Please retype the records below exactly, from the first line through the line containing "height:21px; margin:-10.5px; padding:0", and leave out any pictures.
------ TASK MATERIAL ------
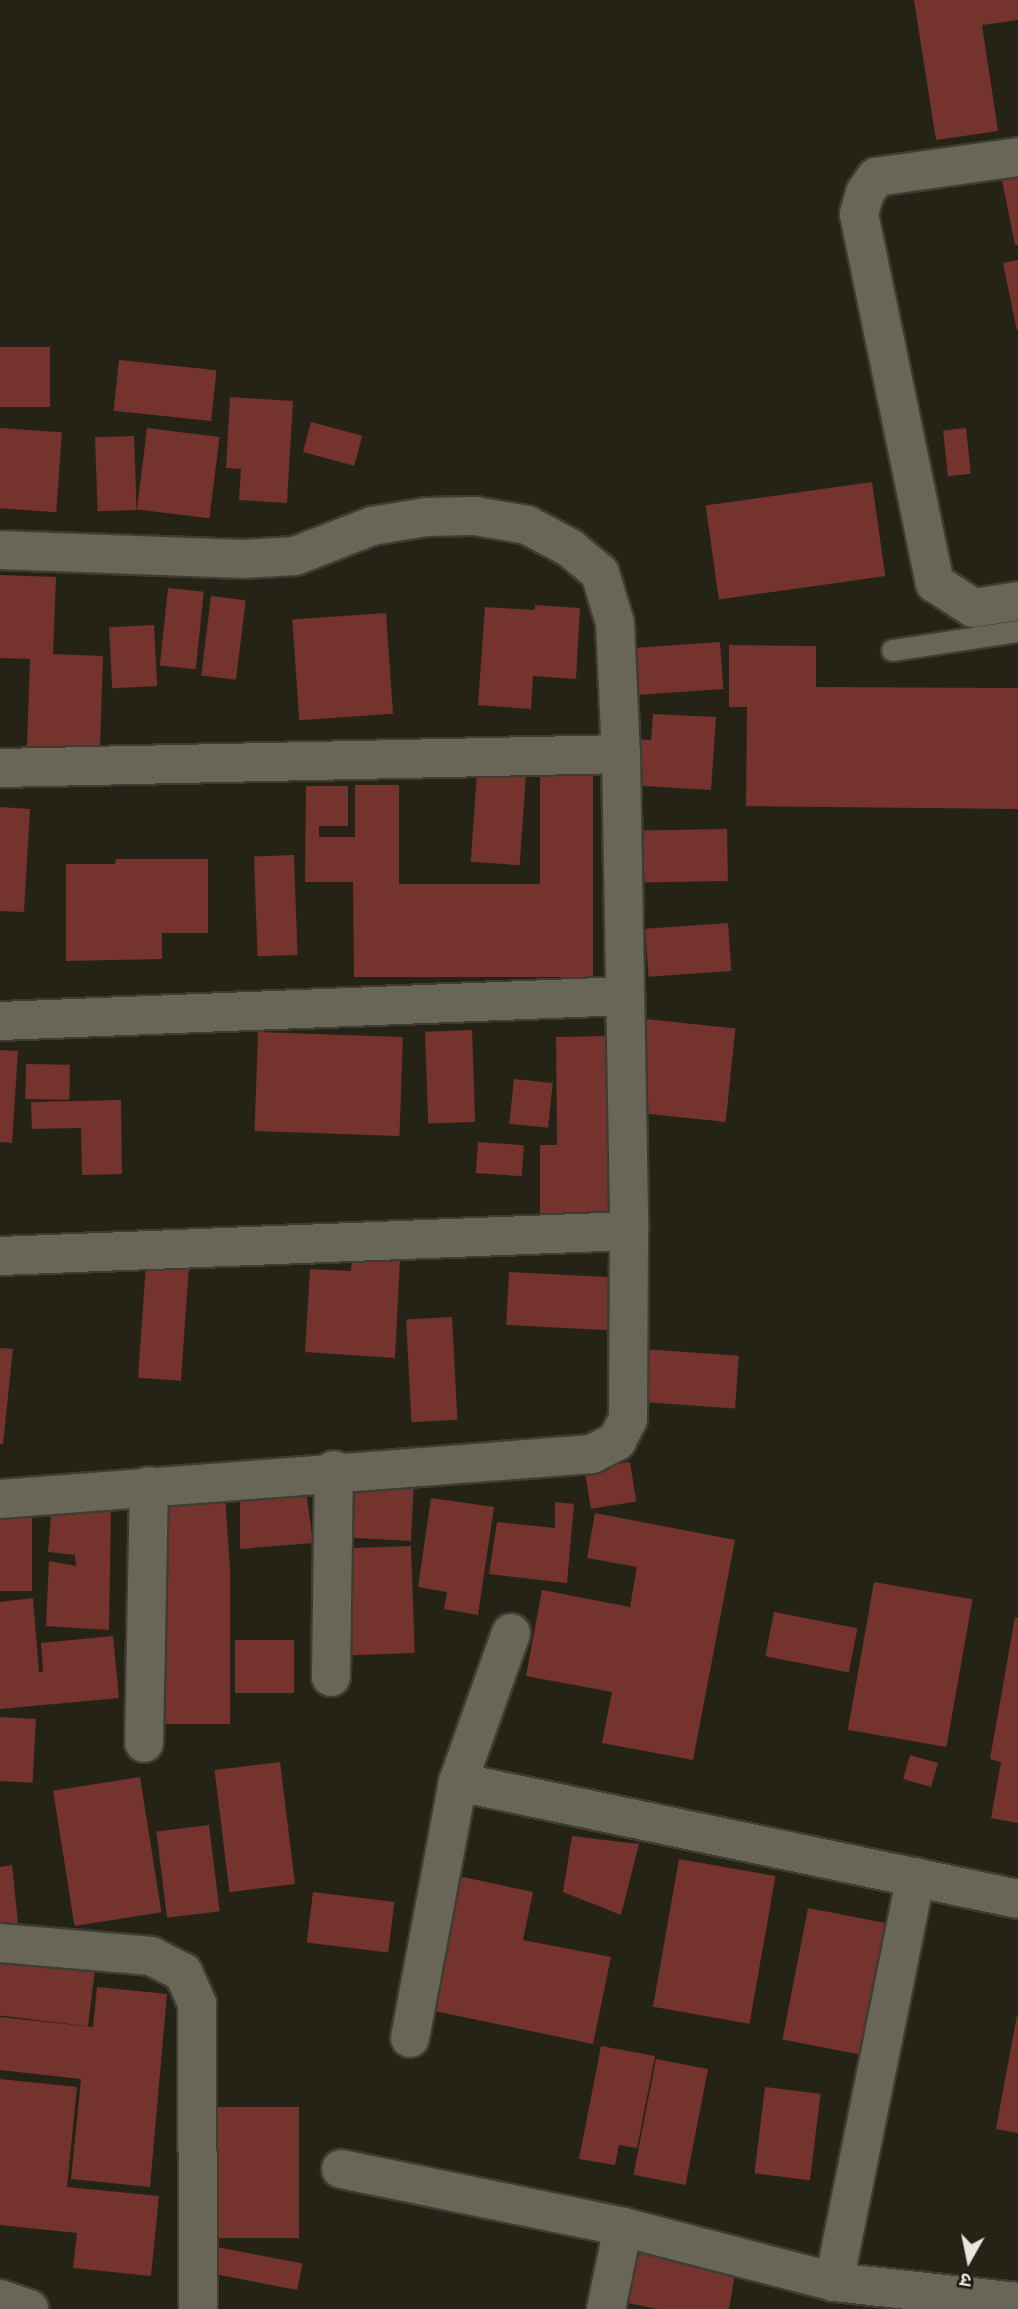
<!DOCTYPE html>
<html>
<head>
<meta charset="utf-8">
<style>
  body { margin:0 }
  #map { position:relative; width:1018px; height:2309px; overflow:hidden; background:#252316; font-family:Mulish,"Noto Sans Devanagari",sans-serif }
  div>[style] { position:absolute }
  .building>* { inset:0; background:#75332d; transform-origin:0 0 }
  .roads { filter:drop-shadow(2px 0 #3e3c33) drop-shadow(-2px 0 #3e3c33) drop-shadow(0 2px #3e3c33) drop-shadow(0 -2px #3e3c33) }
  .service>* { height:21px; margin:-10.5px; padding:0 10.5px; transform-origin:10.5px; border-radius:10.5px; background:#696658 }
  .minor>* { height:38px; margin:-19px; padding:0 19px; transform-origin:19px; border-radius:19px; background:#696658 }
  span { translate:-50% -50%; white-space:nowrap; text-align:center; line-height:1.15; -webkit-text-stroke:5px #1c190d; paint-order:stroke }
  .north { position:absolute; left:934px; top:2225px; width:70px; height:70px; -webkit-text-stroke:5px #1c190d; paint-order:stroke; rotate:189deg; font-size:19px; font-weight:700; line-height:28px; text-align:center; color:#e8e6de }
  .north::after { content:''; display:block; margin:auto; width:24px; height:32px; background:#e8e6de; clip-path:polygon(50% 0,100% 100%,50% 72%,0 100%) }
</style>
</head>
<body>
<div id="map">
  <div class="building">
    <i style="clip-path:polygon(914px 0,1018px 0,1018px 20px,982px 25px,998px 131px,936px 140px)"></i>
    <i style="clip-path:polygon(1018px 177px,1018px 245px,1015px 245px,1002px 180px)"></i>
    <i style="clip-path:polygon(1018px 260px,1018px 330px,1017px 331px,1003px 263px)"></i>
    <i style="left:0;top:347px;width:50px;height:60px"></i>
    <i style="left:119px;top:360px;width:98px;height:51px;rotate:6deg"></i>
    <i style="clip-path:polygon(230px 397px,293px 401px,287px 503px,239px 500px,241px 469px,226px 468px)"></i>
    <i style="left:311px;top:422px;width:53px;height:31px;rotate:15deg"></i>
    <i style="left:0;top:428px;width:62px;height:80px;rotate:4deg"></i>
    <i style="left:147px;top:428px;width:73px;height:82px;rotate:7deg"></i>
    <i style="left:966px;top:428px;width:46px;height:23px;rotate:84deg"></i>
    <i style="left:134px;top:436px;width:74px;height:39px;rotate:88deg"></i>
    <i style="left:872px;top:482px;width:95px;height:168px;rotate:82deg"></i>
    <i style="clip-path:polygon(0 575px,56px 577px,53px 654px,103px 656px,100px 748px,27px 746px,30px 659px,0 658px)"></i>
    <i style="left:168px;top:588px;width:36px;height:78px;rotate:6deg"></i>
    <i style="left:211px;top:596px;width:35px;height:80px;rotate:7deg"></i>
    <i style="clip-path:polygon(535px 605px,580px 608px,576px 679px,533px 676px,531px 709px,478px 705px,485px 607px,535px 610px)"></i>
    <i style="left:386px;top:613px;width:101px;height:94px;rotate:86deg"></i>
    <i style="left:154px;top:625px;width:61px;height:45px;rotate:87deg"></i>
    <i style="left:720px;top:642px;width:47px;height:91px;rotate:86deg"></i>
    <i style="clip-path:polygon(729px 645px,816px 646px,816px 687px,1018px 688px,1018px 809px,746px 806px,747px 707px,729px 707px)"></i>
    <i style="clip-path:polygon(653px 714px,716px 717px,711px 790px,627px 785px,630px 739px,651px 740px)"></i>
    <i style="left:477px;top:773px;width:49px;height:89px;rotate:4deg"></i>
    <i style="clip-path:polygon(540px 774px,593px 774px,593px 977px,354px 977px,353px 882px,305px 882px,306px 786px,348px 786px,348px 826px,319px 826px,319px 837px,355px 837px,355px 785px,399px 785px,399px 884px,540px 884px)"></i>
    <i style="clip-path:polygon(0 807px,30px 809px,24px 912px,0 911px)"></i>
    <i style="left:727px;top:829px;width:52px;height:102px;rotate:89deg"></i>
    <i style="left:294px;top:855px;width:100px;height:40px;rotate:88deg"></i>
    <i style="clip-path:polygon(116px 859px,208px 859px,208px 933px,162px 933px,162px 959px,66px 961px,66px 864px,115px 864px)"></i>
    <i style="left:728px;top:923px;width:48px;height:83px;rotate:86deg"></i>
    <i style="left:636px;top:1018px;width:100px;height:94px;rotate:6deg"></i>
    <i style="left:472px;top:1030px;width:92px;height:47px;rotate:88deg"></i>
    <i style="left:258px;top:1032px;width:145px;height:99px;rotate:2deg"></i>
    <i style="clip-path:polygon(608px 1036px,610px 1222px,540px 1222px,540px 1145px,557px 1145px,556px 1037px)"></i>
    <i style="clip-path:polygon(0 1050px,18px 1051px,12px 1143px,0 1142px)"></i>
    <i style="left:26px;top:1064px;width:44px;height:35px;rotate:1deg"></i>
    <i style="left:514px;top:1079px;width:39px;height:45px;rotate:6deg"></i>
    <i style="clip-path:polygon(121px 1100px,122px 1174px,82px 1175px,81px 1128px,32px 1129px,31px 1102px)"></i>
    <i style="left:478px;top:1142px;width:46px;height:31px;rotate:4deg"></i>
    <i style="clip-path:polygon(352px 1255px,400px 1259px,395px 1358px,305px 1352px,310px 1269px,351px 1271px)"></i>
    <i style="left:146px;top:1264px;width:43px;height:114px;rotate:4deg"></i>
    <i style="left:509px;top:1272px;width:107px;height:53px;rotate:3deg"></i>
    <i style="left:452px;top:1317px;width:103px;height:46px;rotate:87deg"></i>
    <i style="clip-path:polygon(0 1348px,13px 1349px,3px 1444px,0 1444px)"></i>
    <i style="left:643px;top:1349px;width:96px;height:53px;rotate:4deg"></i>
    <i style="left:630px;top:1462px;width:40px;height:46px;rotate:81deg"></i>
    <i style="left:414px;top:1482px;width:59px;height:68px;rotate:93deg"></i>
    <i style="clip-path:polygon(306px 1490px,313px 1543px,240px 1549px,240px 1492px)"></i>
    <i style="clip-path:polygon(225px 1496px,230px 1569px,230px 1724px,151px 1724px,157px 1497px)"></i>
    <i style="clip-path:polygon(431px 1498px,494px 1507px,478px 1615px,444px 1609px,447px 1592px,418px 1587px)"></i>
    <i style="clip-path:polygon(555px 1502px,574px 1504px,567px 1583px,489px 1574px,497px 1522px,555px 1528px)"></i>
    <i style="clip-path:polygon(111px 1504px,109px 1630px,46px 1626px,49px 1561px,76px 1566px,75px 1555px,48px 1552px,52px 1505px)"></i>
    <i style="left:0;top:1506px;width:32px;height:85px"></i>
    <i style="clip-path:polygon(595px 1513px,735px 1540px,693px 1760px,602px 1743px,612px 1692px,526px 1676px,542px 1590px,630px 1607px,637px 1567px,587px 1558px)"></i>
    <i style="left:411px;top:1546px;width:107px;height:74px;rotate:88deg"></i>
    <i style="left:874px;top:1582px;width:100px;height:150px;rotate:10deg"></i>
    <i style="clip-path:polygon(33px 1598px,39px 1672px,43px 1672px,41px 1643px,113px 1636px,119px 1698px,0 1709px,0 1602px)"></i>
    <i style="left:774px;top:1612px;width:85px;height:45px;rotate:11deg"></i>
    <i style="clip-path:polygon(1015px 1617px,1018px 1618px,1018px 1823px,991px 1818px,1001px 1762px,990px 1759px)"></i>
    <i style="left:294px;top:1640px;width:53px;height:59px;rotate:90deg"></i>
    <i style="left:0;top:1717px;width:36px;height:64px;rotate:3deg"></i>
    <i style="left:910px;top:1755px;width:29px;height:25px;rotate:16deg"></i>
    <i style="left:280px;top:1762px;width:123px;height:66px;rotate:83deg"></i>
    <i style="left:140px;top:1777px;width:137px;height:88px;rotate:81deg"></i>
    <i style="left:209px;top:1825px;width:87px;height:53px;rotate:83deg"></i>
    <i style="clip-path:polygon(572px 1836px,639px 1844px,621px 1915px,563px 1892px)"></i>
    <i style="left:679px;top:1859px;width:98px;height:150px;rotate:10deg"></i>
    <i style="clip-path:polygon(12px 1865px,18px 1923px,0 1924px,0 1867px)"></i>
    <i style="clip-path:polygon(444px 1873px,533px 1892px,523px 1940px,611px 1957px,593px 2044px,416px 2007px)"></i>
    <i style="left:313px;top:1892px;width:82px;height:51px;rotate:7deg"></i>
    <i style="left:808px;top:1908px;width:88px;height:134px;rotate:11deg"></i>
    <i style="left:0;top:1947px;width:97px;height:68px;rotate:7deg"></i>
    <i style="clip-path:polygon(97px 1987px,167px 1994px,150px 2187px,71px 2179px,81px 2079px,0 2070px,0 2017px,93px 2027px)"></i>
    <i style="clip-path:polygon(1017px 2015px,1018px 2016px,1018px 2133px,996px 2129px)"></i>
    <i style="clip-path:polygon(601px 2046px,655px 2056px,637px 2148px,619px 2145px,615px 2165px,579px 2159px)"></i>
    <i style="left:656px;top:2059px;width:53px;height:118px;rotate:11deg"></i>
    <i style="clip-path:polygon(0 2079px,77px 2087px,67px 2187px,159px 2196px,151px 2276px,73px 2268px,77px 2233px,0 2225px)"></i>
    <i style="left:765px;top:2087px;width:56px;height:87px;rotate:7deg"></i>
    <i style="left:299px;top:2107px;width:131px;height:86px;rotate:90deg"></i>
    <i style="clip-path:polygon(638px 2243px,737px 2262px,729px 2309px,658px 2309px,627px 2303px)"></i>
    <i style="left:217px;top:2247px;width:87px;height:27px;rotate:11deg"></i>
  </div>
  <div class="roads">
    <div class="service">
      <i style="left:892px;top:650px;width:127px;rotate:-8.6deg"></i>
    </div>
    <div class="minor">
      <i style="left:1018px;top:157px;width:143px;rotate:172deg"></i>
      <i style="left:876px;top:177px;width:19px;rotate:125deg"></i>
      <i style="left:865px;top:193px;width:22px;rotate:106deg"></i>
      <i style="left:859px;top:214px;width:377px;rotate:78.4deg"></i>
      <i style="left:935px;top:583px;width:45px;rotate:33.3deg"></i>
      <i style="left:973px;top:608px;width:46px;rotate:-8.8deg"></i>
      <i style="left:0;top:550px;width:244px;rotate:2.1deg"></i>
      <i style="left:244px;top:559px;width:51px;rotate:-3.4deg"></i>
      <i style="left:295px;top:556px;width:83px;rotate:-21.3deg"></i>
      <i style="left:372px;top:526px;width:55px;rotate:-9.5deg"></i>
      <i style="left:426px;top:517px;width:49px;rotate:-1.2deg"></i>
      <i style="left:475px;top:516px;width:53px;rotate:9.8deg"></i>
      <i style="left:527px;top:525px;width:49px;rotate:28.1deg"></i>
      <i style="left:570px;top:548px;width:39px;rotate:40deg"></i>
      <i style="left:600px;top:573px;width:52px;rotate:73.3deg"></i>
      <i style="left:615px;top:623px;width:131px;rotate:87.4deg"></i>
      <i style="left:621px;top:754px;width:477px;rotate:89deg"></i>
      <i style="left:629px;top:1231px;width:188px;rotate:90.3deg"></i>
      <i style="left:628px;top:1419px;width:25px;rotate:117deg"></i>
      <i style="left:617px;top:1441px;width:28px;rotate:153deg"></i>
      <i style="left:592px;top:1454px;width:594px;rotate:175.65deg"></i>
      <i style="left:0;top:768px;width:621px;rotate:-1.29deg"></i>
      <i style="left:0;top:1021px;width:625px;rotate:-2.29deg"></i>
      <i style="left:0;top:1256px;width:629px;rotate:-2.28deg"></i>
      <i style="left:511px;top:1633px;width:158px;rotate:109.6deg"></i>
      <i style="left:458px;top:1782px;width:572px;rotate:11.8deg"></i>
      <i style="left:331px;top:1677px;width:207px;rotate:-89.2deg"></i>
      <i style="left:144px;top:1743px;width:257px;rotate:-88.9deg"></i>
      <i style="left:0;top:1943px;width:152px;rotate:4.9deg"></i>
      <i style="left:151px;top:1956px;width:36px;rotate:27deg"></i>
      <i style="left:183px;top:1972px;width:35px;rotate:66deg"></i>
      <i style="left:197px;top:2004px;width:305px;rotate:89.8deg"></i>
      <i style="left:410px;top:2038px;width:260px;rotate:-79.4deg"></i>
      <i style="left:341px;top:2169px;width:288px;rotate:11.6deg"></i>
      <i style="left:834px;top:2282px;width:185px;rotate:6.2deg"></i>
      <i style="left:0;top:2299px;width:31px;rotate:19deg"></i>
      <i style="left:606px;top:2309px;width:84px;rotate:-78.3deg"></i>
      <i style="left:623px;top:2227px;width:218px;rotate:14.6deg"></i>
      <i style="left:834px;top:2282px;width:413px;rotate:-78.6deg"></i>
    </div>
  </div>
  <div class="north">उ</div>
</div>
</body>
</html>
------
### [SOLVED PROBLEM]
<!DOCTYPE html>
<html>
<head>
<meta charset="utf-8">
<style>
  body { margin:0 }
  #map { position:relative; width:1018px; height:2309px; overflow:hidden; background:#252316; font-family:Mulish,"Noto Sans Devanagari",sans-serif }
  div>[style] { position:absolute }
  .building>* { inset:0; background:#75332d; transform-origin:0 0 }
  .roads { filter:drop-shadow(2px 0 #3e3c33) drop-shadow(-2px 0 #3e3c33) drop-shadow(0 2px #3e3c33) drop-shadow(0 -2px #3e3c33) }
  .service>* { height:21px; margin:-10.5px; padding:0 10.5px; transform-origin:10.5px; border-radius:10.5px; background:#696658 }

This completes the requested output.